As discussed earlier, my final project was to create the decalling system similar to what Unreal Engine 4 has. In my presentation before, I discussed an algorithm, where I was changing the mesh data in the vertex buffer itself, by inducing an additional parameter called index. This index decided what texture should the geometry use. But, as I moved along with this project, I realized some key problems with this algorithm:

1. The change of textures was happening at vertex level, hence the decals were not covering the geometry accurately by pixels.

2. This algorithm was changing the mesh itself, which creates problems in instancing.

Hence, I came up with the 2nd algorithm. This algorithm assumes symmetrical decals, which means that to detect the coverage of a decal volume over a geometry, we don`t need pixel accurate collision detection. Here is how the algorithm works:

This algorithm manually sets the uniforms corrosponding to all the decals and then you have to manually compare the fragment (in world coordinates) with the min-max range of every decal. This created a pixel level accurate decal system for decal volumes like cube, sphere, and a cylinder.
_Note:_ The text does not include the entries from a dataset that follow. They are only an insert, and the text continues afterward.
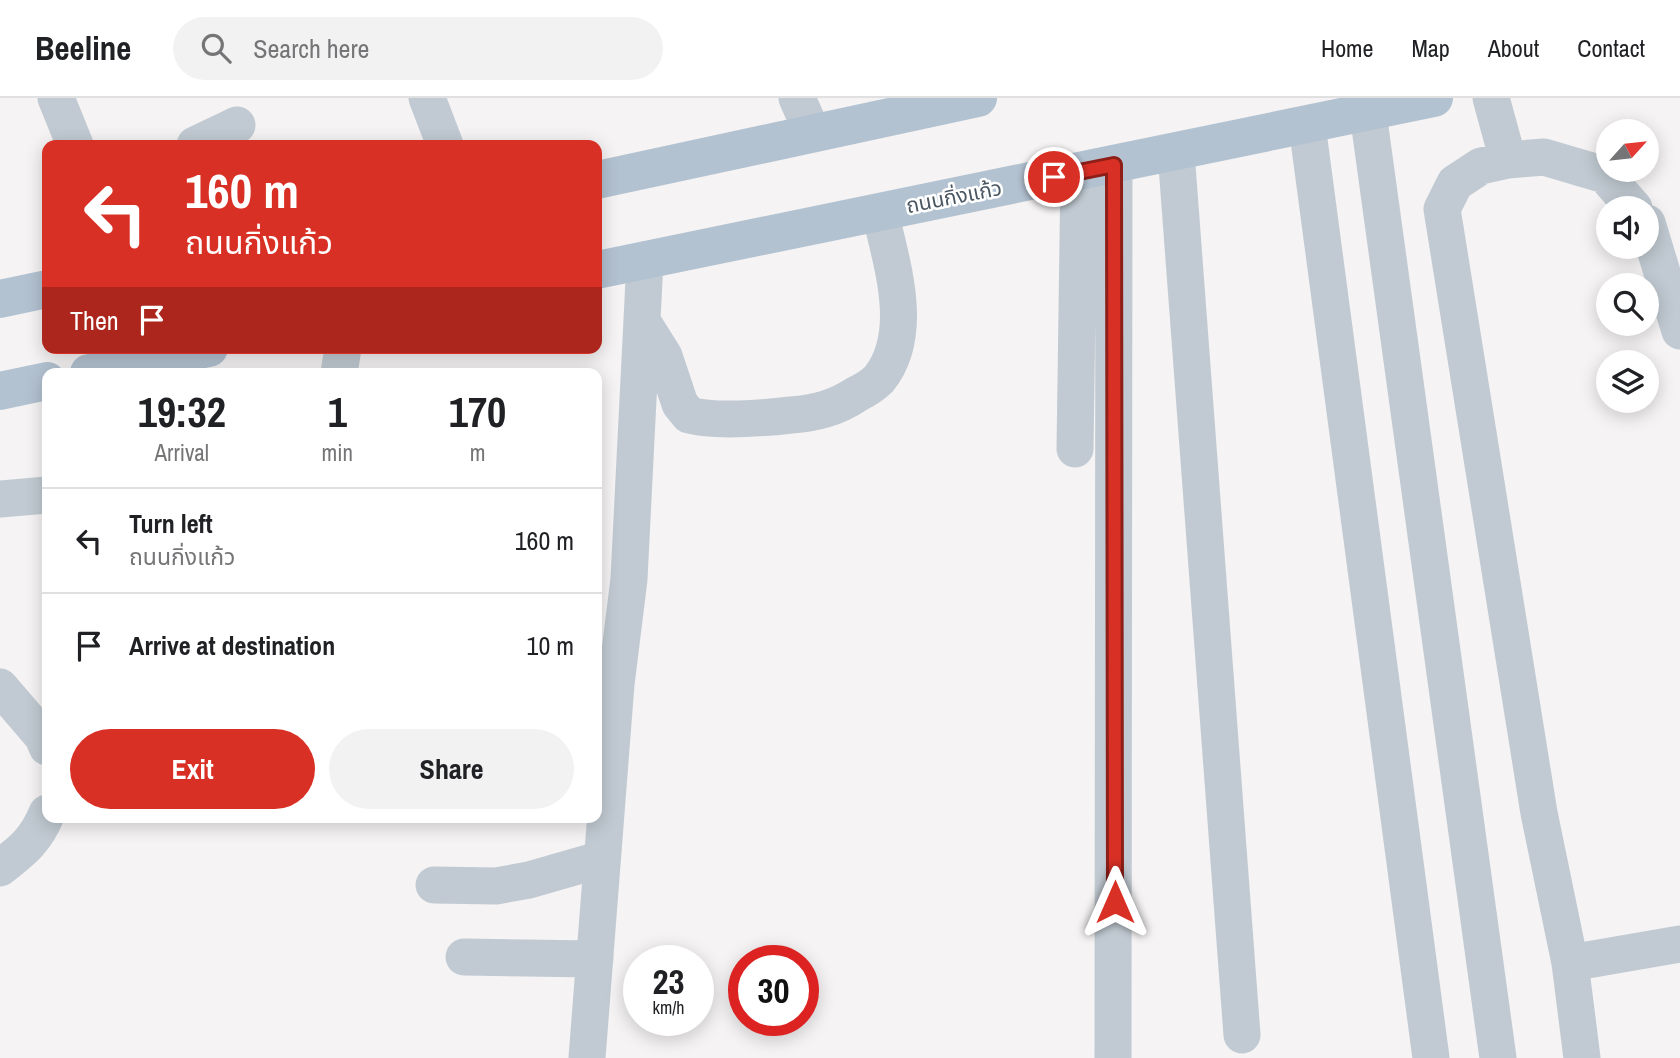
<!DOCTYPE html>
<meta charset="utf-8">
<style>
:root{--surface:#fff;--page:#f2f2f2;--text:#202124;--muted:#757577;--line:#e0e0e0;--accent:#d93025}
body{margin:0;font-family:"Archivo Narrow","Noto Sans Thai",sans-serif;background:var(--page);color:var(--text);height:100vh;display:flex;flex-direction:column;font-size:26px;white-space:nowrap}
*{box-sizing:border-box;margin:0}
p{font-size:23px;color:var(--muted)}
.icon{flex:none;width:38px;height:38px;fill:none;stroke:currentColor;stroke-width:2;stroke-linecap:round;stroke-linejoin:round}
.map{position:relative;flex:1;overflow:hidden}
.sheet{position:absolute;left:42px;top:270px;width:560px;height:455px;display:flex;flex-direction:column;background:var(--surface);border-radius:14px;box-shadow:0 4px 18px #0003}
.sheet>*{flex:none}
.top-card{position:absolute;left:42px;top:42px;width:560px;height:214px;border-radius:14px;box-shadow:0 4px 18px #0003;background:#d93025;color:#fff;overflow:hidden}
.needle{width:46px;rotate:63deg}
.fabs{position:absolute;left:1596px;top:21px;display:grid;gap:14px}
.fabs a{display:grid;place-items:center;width:63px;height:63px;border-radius:50%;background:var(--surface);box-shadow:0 4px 18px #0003;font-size:35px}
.speed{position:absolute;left:623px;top:847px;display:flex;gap:14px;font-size:35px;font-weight:700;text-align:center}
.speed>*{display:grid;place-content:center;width:91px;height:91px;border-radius:50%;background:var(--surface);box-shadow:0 4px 18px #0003;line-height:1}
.speed small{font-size:18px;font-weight:400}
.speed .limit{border:10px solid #d22;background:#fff;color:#111}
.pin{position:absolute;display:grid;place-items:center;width:60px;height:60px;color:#fff;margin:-30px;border:4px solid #fff;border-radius:50%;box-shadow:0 2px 7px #0007}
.me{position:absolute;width:77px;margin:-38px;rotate:0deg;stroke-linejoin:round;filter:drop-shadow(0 0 5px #0008)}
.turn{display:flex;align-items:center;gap:24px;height:147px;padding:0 28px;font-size:32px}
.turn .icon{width:91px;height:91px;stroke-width:2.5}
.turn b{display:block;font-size:49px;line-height:60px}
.then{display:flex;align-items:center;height:66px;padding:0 28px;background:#0003;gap:14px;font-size:26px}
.eta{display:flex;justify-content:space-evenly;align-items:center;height:119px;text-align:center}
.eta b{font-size:42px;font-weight:800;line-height:49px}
.cta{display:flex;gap:14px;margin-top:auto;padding:14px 28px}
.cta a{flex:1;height:80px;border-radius:42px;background:var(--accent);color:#fff;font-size:28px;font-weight:800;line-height:80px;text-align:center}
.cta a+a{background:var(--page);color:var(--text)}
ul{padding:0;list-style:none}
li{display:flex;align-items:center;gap:21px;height:105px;padding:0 28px;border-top:2px solid var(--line)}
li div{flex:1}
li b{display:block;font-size:26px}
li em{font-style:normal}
header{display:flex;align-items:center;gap:42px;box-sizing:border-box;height:98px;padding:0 35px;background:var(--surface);border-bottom:2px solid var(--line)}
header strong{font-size:33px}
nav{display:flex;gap:38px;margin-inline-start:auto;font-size:24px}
.search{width:490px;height:63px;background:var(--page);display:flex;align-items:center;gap:18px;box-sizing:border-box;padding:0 24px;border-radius:38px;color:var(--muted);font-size:26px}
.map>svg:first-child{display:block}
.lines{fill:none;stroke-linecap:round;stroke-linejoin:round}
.minor{stroke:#c1cad2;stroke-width:37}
.major{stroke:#b3c2d1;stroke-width:38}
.route-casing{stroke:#8d1f18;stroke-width:18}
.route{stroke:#d93025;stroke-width:12}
.labels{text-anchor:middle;stroke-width:5;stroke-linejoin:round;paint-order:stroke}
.street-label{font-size:21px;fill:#4a5661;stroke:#fff}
</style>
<header>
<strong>Beeline</strong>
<div class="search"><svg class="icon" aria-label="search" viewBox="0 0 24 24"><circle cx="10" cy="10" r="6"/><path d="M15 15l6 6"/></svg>Search here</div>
<nav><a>Home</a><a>Map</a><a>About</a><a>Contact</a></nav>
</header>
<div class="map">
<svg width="1680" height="960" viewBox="0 0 1680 960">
<rect width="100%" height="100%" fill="#f5f3f3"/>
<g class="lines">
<path class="minor" d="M56,0L75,47
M427,0L445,47
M797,0L812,34
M1491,0L1508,62L1544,59L1605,77L1634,110
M1368,15L1498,960
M1307,27L1431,960
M195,47L237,27
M1176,54L1242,937
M1508,62L1481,68L1455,85L1442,111L1539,715L1570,865L1582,960
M1647,125L1680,233
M642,223L664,258L680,306L689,317C715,324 764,320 791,317C816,315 836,310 857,296C865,292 873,287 879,281C916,235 891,164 880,114
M339,275L343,250
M1075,351L1079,74
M0,401L47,397
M0,589L43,639L47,649
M0,770C23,752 36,742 47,715
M434,787L496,788L529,782L602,761
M464,859L595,861
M1570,865L1680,846
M587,960L616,586L629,481L645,162
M1113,960L1114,67"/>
<path class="major" d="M597,82L978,0
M597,172L1434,0
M0,201L47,191
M89,275L209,250
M0,293L47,283"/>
</g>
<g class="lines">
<defs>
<path id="route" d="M1054,79L1114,67L1115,804"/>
</defs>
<use href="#route" class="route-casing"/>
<use href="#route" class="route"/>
</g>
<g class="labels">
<g class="street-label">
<text transform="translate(954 99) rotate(-11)" y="7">ถนนกิ่งแก้ว</text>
</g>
</g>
</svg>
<div class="fabs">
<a><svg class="needle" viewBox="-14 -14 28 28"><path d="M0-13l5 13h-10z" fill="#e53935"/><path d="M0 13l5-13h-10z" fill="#757577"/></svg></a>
<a><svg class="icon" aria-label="sound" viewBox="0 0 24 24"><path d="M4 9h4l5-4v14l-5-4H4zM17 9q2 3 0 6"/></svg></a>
<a><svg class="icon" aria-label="search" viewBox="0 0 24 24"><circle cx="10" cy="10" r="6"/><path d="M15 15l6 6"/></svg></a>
<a><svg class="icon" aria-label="layers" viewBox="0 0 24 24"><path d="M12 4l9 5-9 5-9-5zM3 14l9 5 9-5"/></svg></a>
</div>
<div class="speed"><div>23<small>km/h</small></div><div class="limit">30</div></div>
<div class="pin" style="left:1054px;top:79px;background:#d93025"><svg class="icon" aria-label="arrive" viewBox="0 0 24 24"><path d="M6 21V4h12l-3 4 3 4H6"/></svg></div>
<svg class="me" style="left:1115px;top:804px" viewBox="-20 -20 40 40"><path d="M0-17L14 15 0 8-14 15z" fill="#d93025" stroke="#fff" stroke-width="4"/></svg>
<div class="top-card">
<div class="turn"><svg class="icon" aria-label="left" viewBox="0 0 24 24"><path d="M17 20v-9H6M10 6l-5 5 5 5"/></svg><div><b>160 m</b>ถนนกิ่งแก้ว</div></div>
<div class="then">Then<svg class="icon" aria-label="arrive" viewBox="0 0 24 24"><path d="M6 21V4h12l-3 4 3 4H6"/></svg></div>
</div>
<section class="sheet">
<div class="eta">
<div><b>19:32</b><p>Arrival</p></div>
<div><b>1</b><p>min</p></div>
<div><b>170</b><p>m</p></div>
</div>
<ul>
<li><svg class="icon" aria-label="left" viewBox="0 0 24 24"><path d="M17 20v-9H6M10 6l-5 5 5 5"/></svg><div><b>Turn left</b><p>ถนนกิ่งแก้ว</p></div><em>160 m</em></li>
<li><svg class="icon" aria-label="arrive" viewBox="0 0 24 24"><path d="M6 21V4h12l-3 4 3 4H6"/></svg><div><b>Arrive at destination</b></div><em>10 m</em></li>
</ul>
<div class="cta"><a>Exit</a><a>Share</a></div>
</section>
</div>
But, this had problems:

1. It involves a lot of manual work, like setting up of uniforms for every decal. Because of this, this algorithm defeats the purpose of this system. This system is intended to be added as a feature in a game engine. Hence, it is absolutely required to make this algorithm generic for any number of decal volumes.

2. Bleeding occurs while using spherical decals and flat meshes to put decals on. But, even Unreal Engine 4 has the same issue. Hence, I decided to make this problem out of scope of this project.

Hence, I came up with another algorithm. This algorithm renders all the meshes in the scene for every decal using a decal shader. This shader renders the fragments lying within the bounds of the decal with the decal properties, and rejects all other fragments. This basically, puts a “decal sticker” on a mesh. Because of this though, the problem is that the fragments that decal shader wants to color have already been colored by the mesh specific shaders. Hence, the only way to color these fragments is to disable the depth test. But, because of that, depth errors were created because of these decal stickers. Here is how it looked:

I used stencil buffer to solve this. This is how the algorithm works:

Some of the results using this algorithm:

The picture has 3 decals a pink cube, a blue sphere and a yellow cylinder. Pink cube covering parts of the sphere mesh and the 404Sight`s character mesh.

The picture shows that the decal not only chnages color of a mesh, but also makes that part toon shaded.

This picture shows the pink cude decal affecting a part of the sphere and a part of the right wall.

The biggest advantage of using this system that I found while using this in my Thesis game is that this reduces the number of renderable objects in a scene. Because of this, a lot of memory load, like shadow maps, is decreased. In 404Sight, the map sizes decreased from 3GB for 4 levels to 900MB for 14 levels. Other than this, this project helped me a lot in developing graphics algorithm skills. Also, this marks the end of the blog series for this class. It was an amazing class. I learnt so much from it. I will try to come back to the blogs with another interesting series.